Wir schreiben das Jahr 1888...
Vom goldenen viktorianischen Zeitalter rieselt das Blattgold herunter, und das heftig. Dank BP - Britischer Präpotenz - hat man es ziemlich überzeugend geschafft, den wirtschaftlichen Aufschwung der ersten Jahrhunderthälfte nachhaltig zu vergeigen, das Land hängt in einer tiefen Rezession fest. Das Bevölkerungswachstum ist nur mehr als explosiv zu bezeichnen, das Warum ist bis heute ein Rätsel. Die Kolonialpolitik muss herbe Rückschläge in Kauf nehmen, in Nordafrika wird die glorreiche britische Armee von Aufständischen schwer gezüchtigt.
Die soziale Situation gleicht einem Pulverfass mit brennender Lunte, der Funke wird allerdings entgegen aller Prognosen von Marx und Engels die Sprengladung nie erreichen. Die Lage der arbeitenden Bevölkerung ist katastrophal. 30% leben knapp über dem Existenzminimum, weitere 30% kämpfen um das tägliche Überleben. Arbeitskraft ist, dank der massiven Überbevölkerung, eine sehr billige Ware, um die Ernährung einer Familie sicher zu stellen müssen selbst Kleinkinder körperlich extrem belastende Tätigkeiten ausüben, die Lebenserwartung in dieser sozialen Schicht ist entsprechend. Der Adel pflegt die Tradition, das Bürgertum huldigt einer Art spießigem Biedermeier. Geistig sucht man Wege aus dieser verkrampften Stimmung auszubrechen, es ist kein Zufall dass Jekyll und Hyde in dieser Zeit entsteht und Stoker an seinen Horrorgeschichten schreibt.
Und hier kommt Jack the Ripper ins Spiel.

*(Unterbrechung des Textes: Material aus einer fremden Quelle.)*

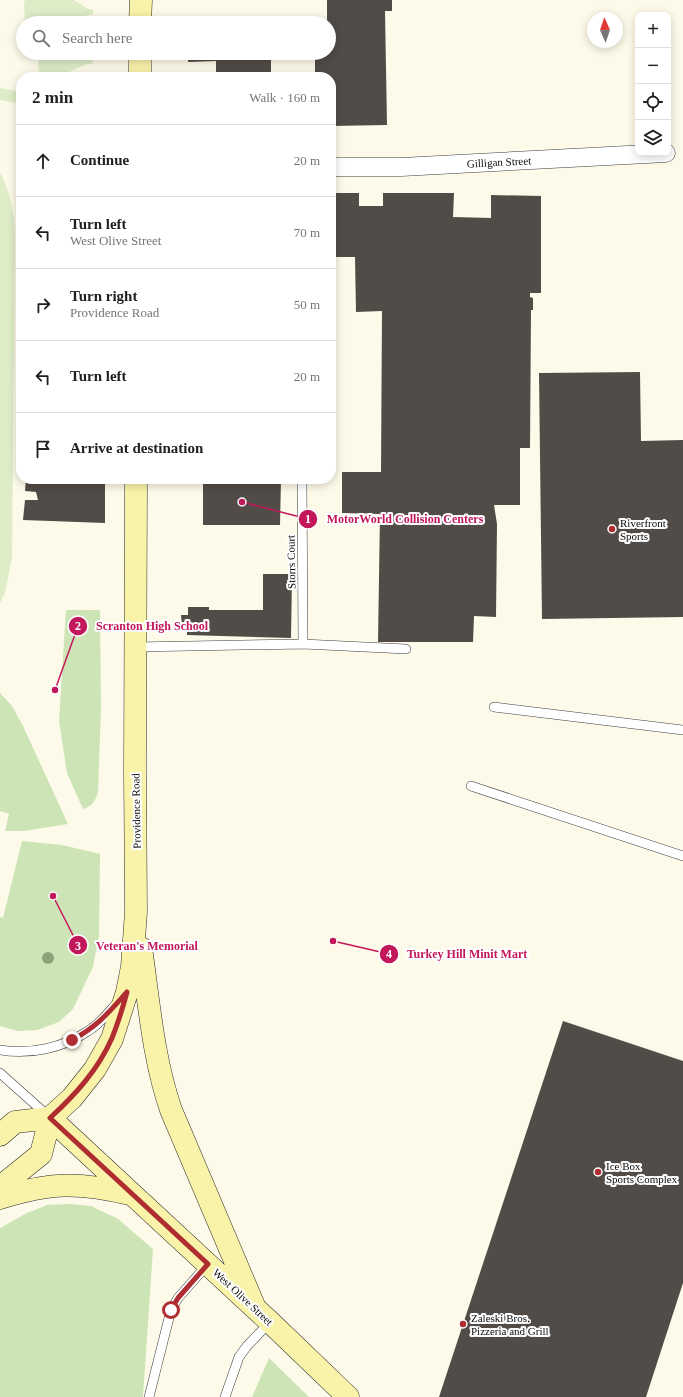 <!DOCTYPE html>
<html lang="en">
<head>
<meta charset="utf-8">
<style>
  :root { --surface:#fff; --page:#f2f2f2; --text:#202124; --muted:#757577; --line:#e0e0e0 }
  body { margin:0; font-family:"Times New Roman",serif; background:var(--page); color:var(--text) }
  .controls { position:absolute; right:12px; top:12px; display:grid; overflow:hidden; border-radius:8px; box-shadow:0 2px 10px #0003 }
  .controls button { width:36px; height:36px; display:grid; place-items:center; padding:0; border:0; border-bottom:1px solid var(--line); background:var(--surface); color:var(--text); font:20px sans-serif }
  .compass { position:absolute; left:587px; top:12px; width:36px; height:36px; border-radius:50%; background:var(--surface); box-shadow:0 2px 10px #0003; rotate:357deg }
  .stop { position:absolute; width:12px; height:12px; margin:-9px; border:3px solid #af2d30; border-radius:50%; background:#fff }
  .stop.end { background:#af2d30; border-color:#fff; box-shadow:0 1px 4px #0008 }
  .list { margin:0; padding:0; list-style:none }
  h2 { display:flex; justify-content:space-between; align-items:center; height:52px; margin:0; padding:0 16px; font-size:17px }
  h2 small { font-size:13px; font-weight:400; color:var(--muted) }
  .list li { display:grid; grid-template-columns:26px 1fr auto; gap:12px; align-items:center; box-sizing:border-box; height:72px; padding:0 16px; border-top:1px solid var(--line) }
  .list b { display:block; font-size:15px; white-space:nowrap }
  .list p { margin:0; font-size:13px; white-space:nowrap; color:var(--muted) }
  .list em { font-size:13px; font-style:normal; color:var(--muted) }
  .icon { flex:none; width:22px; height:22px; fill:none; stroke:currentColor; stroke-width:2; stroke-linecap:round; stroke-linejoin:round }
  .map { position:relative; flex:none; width:683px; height:1397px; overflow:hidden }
  .search { position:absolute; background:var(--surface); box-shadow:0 2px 10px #0003; left:16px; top:16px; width:320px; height:44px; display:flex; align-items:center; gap:10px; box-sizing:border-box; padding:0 14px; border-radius:22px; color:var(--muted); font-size:15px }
  .panel { position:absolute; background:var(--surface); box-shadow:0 2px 10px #0003; left:16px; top:72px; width:320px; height:412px; border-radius:16px }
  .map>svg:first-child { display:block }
  .green { fill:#cde4b6 }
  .pitch { fill:#deecc7 }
  .building { fill:#524c48 }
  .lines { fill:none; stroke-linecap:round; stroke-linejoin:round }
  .service-casing { stroke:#3d3d3d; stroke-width:10 }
  .minor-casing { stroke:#3d3d3d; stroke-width:19 }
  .secondary-casing { stroke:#2c2c2c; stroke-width:23 }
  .service { stroke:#fff; stroke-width:9 }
  .minor { stroke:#fff; stroke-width:18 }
  .secondary { stroke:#f9f3a9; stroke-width:22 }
  .tree { fill:#8aa37a }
  .route { stroke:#af2d30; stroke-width:5 }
  .poi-dot { fill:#af2d30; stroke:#fff; stroke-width:1.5 }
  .labels { text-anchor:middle; stroke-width:4; stroke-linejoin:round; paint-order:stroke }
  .street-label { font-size:11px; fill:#0a0a0a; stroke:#fff }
  .poi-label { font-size:11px; fill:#0a0a0a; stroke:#fff; text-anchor:start }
  .leader { fill:none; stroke:#c2185b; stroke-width:1.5 }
  .callout-dot { fill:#c2185b; stroke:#fff; stroke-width:1.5 }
  .mark-label { font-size:12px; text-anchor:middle; font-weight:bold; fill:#fff }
  .callout-label { font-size:12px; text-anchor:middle; font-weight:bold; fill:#c2185b; stroke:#fff; stroke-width:4; stroke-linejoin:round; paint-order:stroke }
</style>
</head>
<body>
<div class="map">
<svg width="683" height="1397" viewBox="0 0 683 1397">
  <rect width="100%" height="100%" fill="#fdfae9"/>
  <path class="green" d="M66,610h34l1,99 -3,83c-3,9 -5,14 -15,17l-16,-36 -8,-52z
    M0,693l12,13 11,20 45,98 -44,7h-19l4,-17 -9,-3z
    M22,841l40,4 38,9 -1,81 -6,32 -20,42 -14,13 -22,8 -20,1 -17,-5v-109l3,1z
    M70,1204l21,2 27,13 35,30 -10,148h-143v-169l27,-15 20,-8z
    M269,1358l40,39h-57z"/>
  <path class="pitch" d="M25,0h49l14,9h4l1,1v4l-5,1 -15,8h-48l-1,-19z
    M39,53h22l25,7 4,-2 2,1 1,3 -1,2h-5l-30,13h-17l-2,-11z
    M0,88l21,4v12l-21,-4z
    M0,172c10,20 14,39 15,61l-3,324 -7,36 -5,10z"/>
  <path class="building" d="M327,0h65v11h-7l2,114 -56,1v-49h-16v-24h14v-30h-2z
    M188,53h83v19l-24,1v4h-31v-16l-28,1z
    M331,193h28v13h24v-13h71l-1,24 38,1v-23l50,1v97h-11v4l3,1v12h-2l-1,138h-10v57h-26l3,19 -1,93 -22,-1 -1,26h-95l2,-128 -38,-1v-41h39l1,-161 -26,1 -1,-55h-24z
    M640,372l1,69 42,-1v177l-141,2 -3,-246z
    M26,479h79v44l-82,-3 2,-20h13l-2,-8 -11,-1z
    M203,479h78l-1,46h-77z
    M263,574h29l-1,64 -104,-3v-8h-5l-1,-12h7v-8h21v3h54z
    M563,1021l120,40v222l-37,114h-207z"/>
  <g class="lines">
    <defs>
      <path id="service" d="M302,479l1,165
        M135,647l168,-3 103,5
        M494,707l189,23
        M471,786l212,70
        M0,1050c30,5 63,-2 88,-19 12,-7 20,-18 29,-28
        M0,1073l47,42
        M149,1397l22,-87 7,-12 30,-34
        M225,1397l14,-40 8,-11 23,-24"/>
      <path id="minor" d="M331,167h70l265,-14"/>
      <path id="secondary" d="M140,23l1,-23
        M140,77v-24
        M141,948c8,54 12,110 30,162l84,198
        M50,1118l220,204 78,75
        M0,1135l15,-13 35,-4
        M0,1187l41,-33 9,-36 22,-20 23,-29 17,-30 15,-47 5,-25 4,-55 -1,-141 1,-292
        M0,1198c51,-16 79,-16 130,-4"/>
    </defs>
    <use href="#service" class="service-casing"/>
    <use href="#minor" class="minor-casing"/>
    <use href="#secondary" class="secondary-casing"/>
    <use href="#service" class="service"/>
    <use href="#minor" class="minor"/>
    <use href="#secondary" class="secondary"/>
  </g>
  <circle class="tree" cx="48" cy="958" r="6"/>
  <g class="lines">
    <path class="route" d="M72,1040c26,-14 36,-27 55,-48 -4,15 -9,31 -15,46 -14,32 -37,57 -62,80l158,146 -30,34 -7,12"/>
  </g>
  <g class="poi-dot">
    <circle cx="612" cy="529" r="4"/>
    <circle cx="598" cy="1172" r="4"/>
    <circle cx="463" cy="1324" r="4"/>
  </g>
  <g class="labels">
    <g class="street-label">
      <text transform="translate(499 162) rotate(-3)" y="4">Gilligan Street</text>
      <text transform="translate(291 562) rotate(-91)" y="4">Storrs Court</text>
      <text transform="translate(136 811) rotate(-91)" y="4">Providence Road</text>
      <text transform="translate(243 1297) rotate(43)" y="4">West Olive Street</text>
    </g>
    <g class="poi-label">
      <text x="620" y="527">Riverfront<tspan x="620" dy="13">Sports</tspan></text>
      <text x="606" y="1170">Ice Box<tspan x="606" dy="13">Sports Complex</tspan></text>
      <text x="471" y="1322">Zaleski Bros.<tspan x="471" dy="13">Pizzeria and Grill</tspan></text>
    </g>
  </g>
  <path class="leader" d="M242 502L308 519M55 690L78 626M53 896L78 945M333 941L389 954"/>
  <g class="callout-dot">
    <circle cx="242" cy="502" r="4"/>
    <circle cx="55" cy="690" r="4"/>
    <circle cx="53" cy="896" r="4"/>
    <circle cx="333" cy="941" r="4"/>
    <circle cx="308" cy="519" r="10"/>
    <circle cx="78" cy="626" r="10"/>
    <circle cx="78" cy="945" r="10"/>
    <circle cx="389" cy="954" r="10"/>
  </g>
  <g class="mark-label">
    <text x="308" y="523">1</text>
    <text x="78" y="630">2</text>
    <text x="78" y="950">3</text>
    <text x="389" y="958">4</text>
  </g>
  <g class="callout-label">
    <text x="405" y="523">MotorWorld Collision Centers</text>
    <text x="152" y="630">Scranton High School</text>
    <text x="147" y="950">Veteran's Memorial</text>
    <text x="467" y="958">Turkey Hill Minit Mart</text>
  </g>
</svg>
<div class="controls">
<button>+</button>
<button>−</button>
<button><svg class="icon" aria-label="locate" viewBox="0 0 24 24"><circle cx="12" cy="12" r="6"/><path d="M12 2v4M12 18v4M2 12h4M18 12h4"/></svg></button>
<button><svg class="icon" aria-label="layers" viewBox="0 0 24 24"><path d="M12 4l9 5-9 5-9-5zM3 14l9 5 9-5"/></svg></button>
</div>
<svg class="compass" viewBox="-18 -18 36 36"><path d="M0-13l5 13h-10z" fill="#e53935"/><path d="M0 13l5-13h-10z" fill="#757577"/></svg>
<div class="stop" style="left:171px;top:1310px"></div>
<div class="stop end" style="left:72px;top:1040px"></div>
<div class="search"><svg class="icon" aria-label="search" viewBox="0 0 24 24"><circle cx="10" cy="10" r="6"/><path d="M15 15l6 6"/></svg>Search here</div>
<section class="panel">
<h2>2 min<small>Walk · 160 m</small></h2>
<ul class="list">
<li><svg class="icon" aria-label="ahead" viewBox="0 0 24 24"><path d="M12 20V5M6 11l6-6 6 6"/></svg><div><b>Continue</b></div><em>20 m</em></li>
<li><svg class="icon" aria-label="left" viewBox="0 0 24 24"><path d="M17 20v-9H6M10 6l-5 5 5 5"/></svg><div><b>Turn left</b><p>West Olive Street</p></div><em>70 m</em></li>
<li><svg class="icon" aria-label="right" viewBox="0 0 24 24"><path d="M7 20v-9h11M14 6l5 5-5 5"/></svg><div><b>Turn right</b><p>Providence Road</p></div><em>50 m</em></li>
<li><svg class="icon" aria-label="left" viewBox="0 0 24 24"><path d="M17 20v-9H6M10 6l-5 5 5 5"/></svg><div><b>Turn left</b></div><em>20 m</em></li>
<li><svg class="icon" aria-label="arrive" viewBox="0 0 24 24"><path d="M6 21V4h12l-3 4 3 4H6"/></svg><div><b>Arrive at destination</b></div></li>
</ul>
</section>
</div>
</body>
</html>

Ich behaupte nun nicht dass die Morde eine literarische Erfindung seien, aber die Aufmerksamkeit und das mediale Design, das man den Taten verpasste, entsprach zu 100% dem Zeitgeist. Die Zeitungen, die über die Taten berichteten, verkauften sich wie die warmen Semmeln, die Menschen, die nicht in den Elendsvierteln dahinvegetieren mussten, liebten wohl die angenehme Gänsehaut.
Abgesehen von den Gewalttaten und den Tötungsdelikten, die an sich schon niemanden mehr aufregten, die Leute in den Elendsvierteln müssen ja auch an natürlichen Ursachen gestorben sein wie die Fliegen. Die erst junge Polizei hatte die Situation überhaupt nicht mehr im Griff, die extrem fehlerhaften Statistiken zeigen nur, dass die Geschehnisse eigentlich niemanden interessierten.
In der Zeit der K5 Morde starben wahrscheinlich in Whitechapel hunderte Menschen an Unterernährung oder auf Grund der hygienischen Bedingungen oder fehlender medizinischer Versorgung. Aber man hatte IHN gefunden, den Schuldigen, den Mutanten. Man konnte alle Aufmerksamkeit auf ihn fokussieren, die Polizei konnte ihre Unfähigkeit hinter ihm verstecken und Menschen, die vielleicht am nächsten Tag dem Hungertod preisgegeben waren, regten sich über Jack the Ripper auf. Kein wirklich originelles Phänomen, in anderen Ländern und zu anderen Zeiten erfüllten die Räuber Grasel, Babinski, Karasek oder der "Dienstbotenmörder" Hugo Schenk eine vergleichbare Aufgabe.
Fazit: Die Rippermorde waren in keiner Weise das singuläre Ereignis als das sie dargestellt wurden und werden. Sie geschahen in einem Umfeld aus Not, Tod und Gewalt. Der Mörder und die Opfer existierten, keine Frage, aber Jack the Ripper ist ein Produkt der Medien.